While Jessie scurried among the reeds Florian smoked and watched the night beginning. He wished Isabella could know the huntsman’s book hadn’t been thrown away and now was resurrected. He wished she could be here as so often she had been, by the lake, the dark creeping on, more secrecy pretended than was necessary. He wondered if she had married Signor Canepaci or someone else; he wondered if she was happy. He had exasperated her, not being able to tell her who Olivia was, or who Miss Dunlop was, or any of the others. ‘Did they come to the parties?’ she asked. Were Nason and Willie John boys at school? Was Madole’s wasteland somewhere they could go?
Florian did not try to sleep that night. He didn’t go to bed and in his silent house what he had been separated from for so long seemed tonight more than he had written down. Miss Dunlop’s blouse was pink, a touch of henna transformed her hair. The pale, stretched features of Yu Zhang lost their solemnity in a smile. The Wing Commander had experienced gaol. An injury, not yet healed, was vivid on the forehead of the boy at the gravel pits. The old teacher’s nightly footsteps were the footsteps of a child whose fate she dared not think about. Life wasn’t worth living, Olivia whispered.
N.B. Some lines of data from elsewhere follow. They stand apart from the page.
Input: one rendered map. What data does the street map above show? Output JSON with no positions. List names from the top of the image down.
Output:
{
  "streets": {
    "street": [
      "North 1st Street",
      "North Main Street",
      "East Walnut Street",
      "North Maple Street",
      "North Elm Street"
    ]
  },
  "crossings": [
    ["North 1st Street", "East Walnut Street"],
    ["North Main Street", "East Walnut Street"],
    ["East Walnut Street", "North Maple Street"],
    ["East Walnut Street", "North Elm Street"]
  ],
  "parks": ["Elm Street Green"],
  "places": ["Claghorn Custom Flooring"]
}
Reading and rereading the scraps he had given up on, Florian did not readily conclude that time, in passing, had brought perception, only that his curiosity was stirred by the shadows and half-shadows imagination had once given him, by the unspoken, and what was still unknown. He added nothing to what was written, only murmuring occasionally a line or word that might supply an emphasis or clarify a passage.
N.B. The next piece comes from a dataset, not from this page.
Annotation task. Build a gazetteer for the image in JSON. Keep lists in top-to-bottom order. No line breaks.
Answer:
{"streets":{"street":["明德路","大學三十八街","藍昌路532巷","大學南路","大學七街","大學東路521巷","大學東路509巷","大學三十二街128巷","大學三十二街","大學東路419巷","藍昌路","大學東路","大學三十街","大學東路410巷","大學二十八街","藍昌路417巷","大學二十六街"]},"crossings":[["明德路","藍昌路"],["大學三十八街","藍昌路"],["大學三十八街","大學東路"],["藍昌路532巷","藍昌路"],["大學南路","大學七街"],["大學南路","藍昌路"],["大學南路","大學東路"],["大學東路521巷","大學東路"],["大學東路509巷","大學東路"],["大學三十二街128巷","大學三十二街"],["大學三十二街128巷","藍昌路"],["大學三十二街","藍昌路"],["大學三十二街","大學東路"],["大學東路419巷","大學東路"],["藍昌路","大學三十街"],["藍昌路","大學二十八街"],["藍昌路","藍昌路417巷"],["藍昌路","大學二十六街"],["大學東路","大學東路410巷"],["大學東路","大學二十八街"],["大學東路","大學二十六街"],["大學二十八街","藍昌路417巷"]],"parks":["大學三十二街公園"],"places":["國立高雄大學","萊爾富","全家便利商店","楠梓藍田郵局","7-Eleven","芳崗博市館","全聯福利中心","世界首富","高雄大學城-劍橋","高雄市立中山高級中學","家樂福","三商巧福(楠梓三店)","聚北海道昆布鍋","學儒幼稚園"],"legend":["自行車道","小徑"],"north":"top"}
But in the early morning, standing at the water’s edge while in vain he scanned the sky for the bird that no longer came, he felt exhilarated, as if something had happened to him that he didn’t entirely know about, or know about at all. This feeling was still there when he returned to the house, while he made coffee and toasted bread, and gave his dog her food. It was there when, later in the morning, he lay down to sleep. He slept all day, and woke to it.
21
Ellie had not been to the gate-lodge since before the day they had climbed up to the corrie lakes at Gortalassa. It was a busy time of year, made more so by helping at the Corrigans’ harvest: it wasn’t as easy as it had been to get away.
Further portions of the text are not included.